A case in point arose Monday, when the Canadian Real Estate Association announced that it was revising downward its forecast of the number of home that would be sold in Canada this year.

The new tally of 456,300 equates to a 0.5 per cent decline from 2011, and came just three months after CREA projected 2012 residential sales of 466,900, a 1.9 per cent increase from the previous year.

“Greater Toronto, Greater Montreal and Greater Vancouver contributed most to the small decline at the national level,” the association acknowledged.

But the national forecast stands in stark contrast to the actual numbers in Red Deer and the surrounding area, said Devoe, who is a Realtor with Century 21 Advantage in Red Deer.

As of Nov. 30, the area covered by the Central Alberta Realtor’s Association had processed 3,998 sales through the Multiple Listing Service — up nearly 13 per cent from the 3,545 sales to the same point last year. “That’s the problem when we get a report from a Canadian organization,” said Devoe.

CREA blamed the national decline in large part on tighter mortgage lending rules that took effect in July.

Designed to discourage Canadians from incurring too much debt, they included a reduction in the maximum loan amortization period to 25 years, which increased the monthly carrying costs relative to mortgages with longer amortization periods.

Devoe doesn’t think the new rules affected Central Albertan buyers as much as their counterparts in other areas.

“In Central Alberta, we’re kind of shielded,” he said. “People are not spending to their max.”

Federal Finance Minister Jim Flaherty also downplayed the impact of the new mortgage rules.

“The Office of the Superintendent of Financial Institutions has tightened guidelines as well and I think there’s an increasing awareness among the Canadian public that excessive debt is unwise in a time of historically low interest rates,” Flaherty said Monday.

“That interest rates only have one way to go and that is up, and eventually they will go up, so people ought to be prudent in the amount of debt they take on at low interest rates.”

Looking ahead to 2013, CREA is now forecasting a further two per cent drop to 447,400 residential sales in Canada.

Devoe is confident the Central Alberta market will perform at a much higher level, although not to the same extent as in 2012.

“If we hit 12 per cent again next year, I’d be shocked. My forecast is probably six to seven per cent.”

Again, he pointed to the strength of the local market in explaining why the Red Deer area should outperform Canada’s biggest cities.

“Throughout the last couple of years we’ve been pretty lucky, being in Central Alberta,” said Devoe. “If you look at the graphs, you see the Vancouver market drop off, you see the Toronto market drop off. We didn’t see that in Red Deer as much.

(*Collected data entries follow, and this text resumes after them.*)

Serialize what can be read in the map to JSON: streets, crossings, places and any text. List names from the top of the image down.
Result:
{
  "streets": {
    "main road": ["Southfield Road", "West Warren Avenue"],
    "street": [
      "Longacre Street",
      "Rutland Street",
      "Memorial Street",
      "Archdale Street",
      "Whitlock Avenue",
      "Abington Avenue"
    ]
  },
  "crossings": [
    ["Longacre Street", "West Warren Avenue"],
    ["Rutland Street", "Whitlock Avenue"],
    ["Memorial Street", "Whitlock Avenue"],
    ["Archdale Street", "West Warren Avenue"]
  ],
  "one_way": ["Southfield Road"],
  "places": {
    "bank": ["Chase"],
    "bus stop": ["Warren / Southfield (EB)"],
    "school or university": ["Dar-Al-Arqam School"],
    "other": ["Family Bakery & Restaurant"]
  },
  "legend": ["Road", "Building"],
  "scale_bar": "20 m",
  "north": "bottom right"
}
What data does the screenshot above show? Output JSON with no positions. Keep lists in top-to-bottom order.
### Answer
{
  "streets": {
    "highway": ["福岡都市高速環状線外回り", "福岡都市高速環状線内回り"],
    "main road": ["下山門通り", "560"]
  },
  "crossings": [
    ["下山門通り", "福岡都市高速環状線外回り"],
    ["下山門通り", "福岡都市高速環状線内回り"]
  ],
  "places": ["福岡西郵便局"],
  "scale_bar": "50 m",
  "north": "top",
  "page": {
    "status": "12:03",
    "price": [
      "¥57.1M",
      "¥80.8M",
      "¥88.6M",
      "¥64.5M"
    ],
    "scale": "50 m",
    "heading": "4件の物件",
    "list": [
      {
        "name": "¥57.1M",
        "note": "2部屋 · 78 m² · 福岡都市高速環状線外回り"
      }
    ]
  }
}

“Red Deer is a strong economic area.”

As for prices, CREA expects the average Canadian price for 2012 to be $363,900, up 0.3 per cent from 2011. For 2013, it’s calling for a further 0.3 per cent increase, to $365,100.

Devoe pointed out that the Red Deer average so far this year is $307,592, which is almost seven per cent ahead of the $287,566 average to the same point in 2011.

Economists differ on what the national numbers mean.

BMO deputy chief economist Doug Porter said in a note to clients that most major markets appear to be undergoing a “policy-induced correction,” but with the exception of a few cities like Vancouver, should be in for a soft landing.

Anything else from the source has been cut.